That there’s a gender disparity in Hollywood won’t come as a surprise to anyone, but a study recently published by USC’s Annenberg School for Communication & Journalism brings to light just how uneven things can be. For example: It turns out that of the 4,342 speaking roles in the 100 highest-grossing films of 2009, just 32,8% were female. This despite the fact that women and girls, as estimated by the MPAA, bought over 50% of the domestic movie tickets that year — and, duh, make up half the population. After the jump, 5 other highlights from the survey.
- When women do appear in films, they’re more likely to be eye candy. Jokes about Taylor Lautner’s frequent shirtlessness in the Twilight franchise notwithstanding, it seems that if a character is scantily clad, she’s stil more likely to be female. Female characters were more likely to wear “sexy attire” (25.8% of females versus 4.7% of males), “expose skin” (23.6% versus 7.4%), and be described by other characters as “attractive” (10.9% versus 2.5). What makes this more icky is that this sexualization applies even to younger female characters, with similar statistics for those in the 13-20 age range as those in the 21-39 group. Meanwhile, those figures dropped sharply for women aged 40-64 (14.1%, 14.1%, and 3.9% for attire, skin, and attractiveness, respectively).
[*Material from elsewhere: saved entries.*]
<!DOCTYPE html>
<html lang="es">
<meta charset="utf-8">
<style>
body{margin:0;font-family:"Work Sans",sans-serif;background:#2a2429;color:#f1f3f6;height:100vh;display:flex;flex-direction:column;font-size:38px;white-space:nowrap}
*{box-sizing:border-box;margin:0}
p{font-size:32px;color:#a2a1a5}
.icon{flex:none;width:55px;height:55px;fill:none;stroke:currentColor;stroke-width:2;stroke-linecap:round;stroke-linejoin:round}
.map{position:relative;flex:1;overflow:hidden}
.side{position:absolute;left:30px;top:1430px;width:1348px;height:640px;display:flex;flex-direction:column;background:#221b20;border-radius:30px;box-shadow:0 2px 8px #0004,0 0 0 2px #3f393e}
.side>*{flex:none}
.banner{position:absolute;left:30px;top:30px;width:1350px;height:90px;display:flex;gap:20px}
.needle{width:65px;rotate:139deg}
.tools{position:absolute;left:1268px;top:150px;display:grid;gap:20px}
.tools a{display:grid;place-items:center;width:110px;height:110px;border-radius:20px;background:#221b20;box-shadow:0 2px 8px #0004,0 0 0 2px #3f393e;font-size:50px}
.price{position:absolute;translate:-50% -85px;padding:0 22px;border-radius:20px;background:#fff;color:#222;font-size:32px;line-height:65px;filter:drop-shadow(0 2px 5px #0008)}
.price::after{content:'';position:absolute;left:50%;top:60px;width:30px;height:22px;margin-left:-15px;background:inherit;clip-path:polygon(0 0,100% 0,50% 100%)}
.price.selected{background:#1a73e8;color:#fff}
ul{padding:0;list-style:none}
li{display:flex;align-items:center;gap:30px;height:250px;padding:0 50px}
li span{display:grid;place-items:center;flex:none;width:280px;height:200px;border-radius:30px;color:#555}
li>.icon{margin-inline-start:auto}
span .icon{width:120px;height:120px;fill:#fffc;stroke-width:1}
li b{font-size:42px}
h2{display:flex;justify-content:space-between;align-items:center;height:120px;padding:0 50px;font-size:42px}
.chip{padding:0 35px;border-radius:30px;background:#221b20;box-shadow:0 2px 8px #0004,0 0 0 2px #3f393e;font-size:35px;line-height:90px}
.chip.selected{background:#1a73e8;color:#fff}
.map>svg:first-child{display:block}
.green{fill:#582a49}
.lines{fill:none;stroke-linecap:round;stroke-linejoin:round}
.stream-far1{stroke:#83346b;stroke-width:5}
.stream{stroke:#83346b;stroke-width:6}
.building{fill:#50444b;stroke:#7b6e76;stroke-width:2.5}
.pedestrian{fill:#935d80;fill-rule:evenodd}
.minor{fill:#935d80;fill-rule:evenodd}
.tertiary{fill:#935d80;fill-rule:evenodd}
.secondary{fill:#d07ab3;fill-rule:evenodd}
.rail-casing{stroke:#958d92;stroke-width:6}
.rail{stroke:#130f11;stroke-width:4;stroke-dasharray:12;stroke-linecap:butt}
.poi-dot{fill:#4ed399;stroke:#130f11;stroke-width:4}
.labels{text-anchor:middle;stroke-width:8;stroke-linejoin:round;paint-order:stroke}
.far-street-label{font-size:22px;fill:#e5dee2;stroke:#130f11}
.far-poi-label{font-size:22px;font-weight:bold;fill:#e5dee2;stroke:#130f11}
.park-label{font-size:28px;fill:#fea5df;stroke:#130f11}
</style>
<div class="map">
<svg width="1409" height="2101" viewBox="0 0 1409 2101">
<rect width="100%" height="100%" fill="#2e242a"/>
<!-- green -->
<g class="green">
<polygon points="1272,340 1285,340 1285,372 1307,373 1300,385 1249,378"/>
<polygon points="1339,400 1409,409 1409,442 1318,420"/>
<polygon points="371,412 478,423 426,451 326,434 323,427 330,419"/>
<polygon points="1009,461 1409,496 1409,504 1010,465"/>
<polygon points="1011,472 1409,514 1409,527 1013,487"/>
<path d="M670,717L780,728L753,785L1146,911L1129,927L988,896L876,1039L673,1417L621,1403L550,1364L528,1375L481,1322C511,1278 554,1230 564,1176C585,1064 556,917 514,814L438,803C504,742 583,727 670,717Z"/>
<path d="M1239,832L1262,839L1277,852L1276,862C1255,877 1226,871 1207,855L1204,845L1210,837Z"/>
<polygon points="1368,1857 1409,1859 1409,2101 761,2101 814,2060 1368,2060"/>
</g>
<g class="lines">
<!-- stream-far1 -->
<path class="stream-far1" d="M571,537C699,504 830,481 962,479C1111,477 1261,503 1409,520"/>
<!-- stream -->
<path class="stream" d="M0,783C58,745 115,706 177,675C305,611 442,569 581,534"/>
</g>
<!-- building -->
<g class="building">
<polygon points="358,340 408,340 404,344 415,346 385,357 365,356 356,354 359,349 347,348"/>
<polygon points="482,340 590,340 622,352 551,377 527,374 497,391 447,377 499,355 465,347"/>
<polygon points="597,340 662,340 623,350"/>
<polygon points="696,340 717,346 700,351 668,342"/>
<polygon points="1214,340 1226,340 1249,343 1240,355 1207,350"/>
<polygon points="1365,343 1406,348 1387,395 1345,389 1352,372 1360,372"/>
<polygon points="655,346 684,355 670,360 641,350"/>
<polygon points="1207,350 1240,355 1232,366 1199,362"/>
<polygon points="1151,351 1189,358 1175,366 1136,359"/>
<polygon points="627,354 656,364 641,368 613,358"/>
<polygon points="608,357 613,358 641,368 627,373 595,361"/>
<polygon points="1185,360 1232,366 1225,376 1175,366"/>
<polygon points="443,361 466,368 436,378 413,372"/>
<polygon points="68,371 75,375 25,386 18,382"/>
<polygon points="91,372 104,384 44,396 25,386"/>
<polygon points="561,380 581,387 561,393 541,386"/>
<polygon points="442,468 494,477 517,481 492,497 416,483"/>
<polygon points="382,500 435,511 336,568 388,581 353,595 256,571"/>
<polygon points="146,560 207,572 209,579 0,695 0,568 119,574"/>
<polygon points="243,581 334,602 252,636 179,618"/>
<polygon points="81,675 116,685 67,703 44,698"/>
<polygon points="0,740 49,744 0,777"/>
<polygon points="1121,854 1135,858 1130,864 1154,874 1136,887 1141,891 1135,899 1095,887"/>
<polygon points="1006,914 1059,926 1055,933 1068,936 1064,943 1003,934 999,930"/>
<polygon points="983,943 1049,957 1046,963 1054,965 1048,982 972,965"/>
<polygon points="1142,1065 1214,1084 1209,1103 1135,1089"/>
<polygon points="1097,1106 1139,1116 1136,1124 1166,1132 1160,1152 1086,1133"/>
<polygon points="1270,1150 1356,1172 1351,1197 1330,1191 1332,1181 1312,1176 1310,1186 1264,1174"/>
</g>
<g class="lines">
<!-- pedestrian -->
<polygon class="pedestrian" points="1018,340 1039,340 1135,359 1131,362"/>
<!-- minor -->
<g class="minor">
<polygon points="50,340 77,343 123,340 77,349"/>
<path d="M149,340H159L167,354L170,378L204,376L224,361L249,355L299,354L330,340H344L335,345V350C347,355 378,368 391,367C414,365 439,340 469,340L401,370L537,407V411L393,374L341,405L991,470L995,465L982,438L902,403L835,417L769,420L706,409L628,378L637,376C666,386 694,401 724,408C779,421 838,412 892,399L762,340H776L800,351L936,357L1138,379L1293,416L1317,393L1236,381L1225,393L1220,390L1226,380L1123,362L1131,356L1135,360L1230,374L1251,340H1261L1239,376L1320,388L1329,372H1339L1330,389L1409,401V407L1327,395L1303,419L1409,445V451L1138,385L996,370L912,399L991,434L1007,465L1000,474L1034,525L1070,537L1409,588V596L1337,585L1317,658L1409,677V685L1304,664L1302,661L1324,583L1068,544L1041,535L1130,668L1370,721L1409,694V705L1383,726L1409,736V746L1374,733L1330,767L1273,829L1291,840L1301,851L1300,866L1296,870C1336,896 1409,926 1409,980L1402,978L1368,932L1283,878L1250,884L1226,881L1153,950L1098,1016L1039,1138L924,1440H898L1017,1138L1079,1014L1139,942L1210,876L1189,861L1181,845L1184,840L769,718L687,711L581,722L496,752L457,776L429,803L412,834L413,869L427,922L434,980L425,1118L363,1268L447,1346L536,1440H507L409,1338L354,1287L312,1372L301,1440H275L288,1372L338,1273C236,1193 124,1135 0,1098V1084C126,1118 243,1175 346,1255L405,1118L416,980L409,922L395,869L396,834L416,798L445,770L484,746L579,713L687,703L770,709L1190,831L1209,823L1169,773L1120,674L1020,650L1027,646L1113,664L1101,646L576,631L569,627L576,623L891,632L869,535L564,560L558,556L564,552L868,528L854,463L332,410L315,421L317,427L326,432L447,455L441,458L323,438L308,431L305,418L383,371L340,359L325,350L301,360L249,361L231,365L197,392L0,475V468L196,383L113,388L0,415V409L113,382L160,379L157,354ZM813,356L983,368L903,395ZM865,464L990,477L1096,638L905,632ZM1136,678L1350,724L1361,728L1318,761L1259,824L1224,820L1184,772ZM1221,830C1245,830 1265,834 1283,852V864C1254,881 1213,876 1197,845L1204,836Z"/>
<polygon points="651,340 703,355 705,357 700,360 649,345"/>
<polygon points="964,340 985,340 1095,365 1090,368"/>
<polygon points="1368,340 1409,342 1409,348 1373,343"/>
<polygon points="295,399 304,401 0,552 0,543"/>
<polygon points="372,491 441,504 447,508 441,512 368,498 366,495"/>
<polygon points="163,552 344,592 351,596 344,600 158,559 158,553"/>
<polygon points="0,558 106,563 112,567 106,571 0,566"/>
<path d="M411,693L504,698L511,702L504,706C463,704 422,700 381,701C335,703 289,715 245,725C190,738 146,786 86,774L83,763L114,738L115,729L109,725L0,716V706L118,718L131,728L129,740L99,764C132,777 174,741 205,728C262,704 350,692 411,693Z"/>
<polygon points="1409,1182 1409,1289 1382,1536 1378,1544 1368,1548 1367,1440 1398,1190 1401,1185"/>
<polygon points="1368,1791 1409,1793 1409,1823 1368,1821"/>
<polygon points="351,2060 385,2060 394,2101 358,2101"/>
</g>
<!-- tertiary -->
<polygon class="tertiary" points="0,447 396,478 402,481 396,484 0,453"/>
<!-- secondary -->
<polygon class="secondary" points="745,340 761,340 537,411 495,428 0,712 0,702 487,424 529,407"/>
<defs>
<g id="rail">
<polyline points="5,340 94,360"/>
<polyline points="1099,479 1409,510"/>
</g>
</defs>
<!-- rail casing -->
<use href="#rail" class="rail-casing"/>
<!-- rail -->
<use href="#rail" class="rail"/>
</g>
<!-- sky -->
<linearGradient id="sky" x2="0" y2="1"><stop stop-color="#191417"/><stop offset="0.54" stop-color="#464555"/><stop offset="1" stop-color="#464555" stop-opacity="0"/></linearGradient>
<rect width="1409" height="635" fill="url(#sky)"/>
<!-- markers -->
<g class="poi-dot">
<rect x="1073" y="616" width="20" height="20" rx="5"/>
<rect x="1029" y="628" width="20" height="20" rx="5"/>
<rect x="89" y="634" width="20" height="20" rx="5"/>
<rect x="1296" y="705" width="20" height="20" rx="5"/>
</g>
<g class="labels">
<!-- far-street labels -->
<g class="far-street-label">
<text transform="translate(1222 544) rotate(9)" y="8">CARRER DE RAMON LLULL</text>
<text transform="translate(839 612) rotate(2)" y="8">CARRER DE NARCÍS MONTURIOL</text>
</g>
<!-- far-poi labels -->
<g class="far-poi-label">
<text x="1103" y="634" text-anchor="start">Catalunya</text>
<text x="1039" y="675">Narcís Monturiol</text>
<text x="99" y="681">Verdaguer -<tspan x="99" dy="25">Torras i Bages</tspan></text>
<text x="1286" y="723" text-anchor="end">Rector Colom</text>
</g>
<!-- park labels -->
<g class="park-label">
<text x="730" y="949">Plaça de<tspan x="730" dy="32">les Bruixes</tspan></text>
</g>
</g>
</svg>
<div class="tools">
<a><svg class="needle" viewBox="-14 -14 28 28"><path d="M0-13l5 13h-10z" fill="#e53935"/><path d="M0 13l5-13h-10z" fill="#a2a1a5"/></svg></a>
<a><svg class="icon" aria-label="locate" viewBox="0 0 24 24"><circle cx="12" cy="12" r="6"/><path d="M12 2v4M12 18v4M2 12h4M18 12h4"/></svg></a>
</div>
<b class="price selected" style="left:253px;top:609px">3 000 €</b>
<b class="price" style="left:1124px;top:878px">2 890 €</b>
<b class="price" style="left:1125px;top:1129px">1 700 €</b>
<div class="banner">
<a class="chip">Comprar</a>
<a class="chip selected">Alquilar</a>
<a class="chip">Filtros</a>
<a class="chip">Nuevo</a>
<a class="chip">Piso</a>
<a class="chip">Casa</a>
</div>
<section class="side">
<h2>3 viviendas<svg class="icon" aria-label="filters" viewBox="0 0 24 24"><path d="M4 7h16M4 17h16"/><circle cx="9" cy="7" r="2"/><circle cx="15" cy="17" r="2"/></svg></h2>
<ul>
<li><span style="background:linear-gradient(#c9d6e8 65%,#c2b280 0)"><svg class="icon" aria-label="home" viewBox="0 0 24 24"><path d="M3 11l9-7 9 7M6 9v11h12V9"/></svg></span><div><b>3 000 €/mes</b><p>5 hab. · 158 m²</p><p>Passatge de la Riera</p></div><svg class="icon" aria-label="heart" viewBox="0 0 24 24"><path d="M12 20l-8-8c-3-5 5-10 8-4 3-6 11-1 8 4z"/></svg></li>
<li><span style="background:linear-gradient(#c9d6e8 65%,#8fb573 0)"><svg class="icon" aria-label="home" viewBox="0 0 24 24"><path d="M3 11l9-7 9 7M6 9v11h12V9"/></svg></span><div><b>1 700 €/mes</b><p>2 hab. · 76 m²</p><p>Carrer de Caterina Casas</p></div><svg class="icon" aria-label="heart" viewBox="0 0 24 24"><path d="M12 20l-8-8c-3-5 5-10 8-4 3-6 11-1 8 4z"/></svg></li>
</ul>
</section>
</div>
- Hollywood is not kind to older actresses. Maybe that anonymous actress who sued IMDb had a point — youth really is king in Hollywood, especially for women. The gender disparity was lower for characters in the 21-39 range, with females making up 36.9% of speaking roles, but in the 40-64 group, only 24% were female. Or to look at it another way: Over half (56.6%) of female characters were depicted as being between 21 and 39 years of age, while just 22.2% of them were in the 40-64 range. In contrast, 48.7% of male characters were 21-39, while 35.2% were 40-64. Well… at least older women characters get to keep their clothes on?
- Female filmmakers are still very, very rare. Much was made in 2009 of Kathryn Bigelow’s Best Picture and Best Director win over ex James Cameron, but for the most part it’s still men who dominate behind the camera. (Actually, The Hurt Lockerwasn’t even included in the survey because it didn’t gross enough.) Just 3.9% of the directors, 13.5% of the writers, and 21.6% of the producers behind the top 100 films of 2009 were women.
- Things haven’t really changed lately… And if you’re wondering whether 2009 was just an anomaly, the answer, sadly, is no. Most of the statistics for 2009 showed little change from the two previous years in which USC had conducted the survey, 2008 and 2009. In fact, the percentage of female speaking roles hadn’t budged at all since 2008. “We see remarkably stable trends,” noted USC Annenberg associate professor Stacy L. Smith to the LA Times. “This reveals an industry formula for gender that may be outside of people’s conscious awareness.”
- … But there’s still hope for change. One key finding was that including women behind the camera could be one way to bring more females in front of it. Films with at least one female director gave 47.7% of speaking roles to women, while including at least one female writer on staff increased the percentage of female characters from 29.8% to 40.0%. (Producers’ gender had no measurable effect on the representation of women onscreen.) “Some of this is a function of the fact that we see more males working behind the scenes than females, and they’re telling the stories that they know,” said Smith. “If the numbers behind the scenes move, we’re likely to see numbers on-screen move.”
The top-grossing films of 2009 that were analyzed for this survey included female-centric hits like The Twilight Saga: New Moon, Confessions of a Shopaholic, and Bride Wars, as well as more gender-netural or male-oriented blockbusters such as Avatar, Transformers 2: Revenge of the Fallen, and Harry Potter and the Half Blood Prince.
It goes almost without saying that these figures aren’t the whole story. For one thing, it leaves out indie films, which is one area in which I suspect (without the statistics to back me up) that women are doing a bit better. For another, the survey does little to delve into the types of characters being portrayed, aside from their sexiness or lack thereof, or the quality of the films they’re featured in. Et cetera. Still, the numbers are interesting to consider.
The reasons for these disparities are numerous and complicated, and if change is to happen it’ll have to come from all sides, including the audience. To be roughly the millionth person to bring this up, Bridesmaids was a step in the right direction. It proved that audiences of both genders can and will watch a movie about women, contrary to that obnoxious “conventional wisdom” that while female audiences can identify with a male protagonist, men and boys would rather die than watch a film with a female lead. Meanwhile, movies like Sex and the City have already proven that a female-targeted movie can do just fine commercially even without much of a male audience, though that’s one lesson Hollywood seems to have trouble remembering.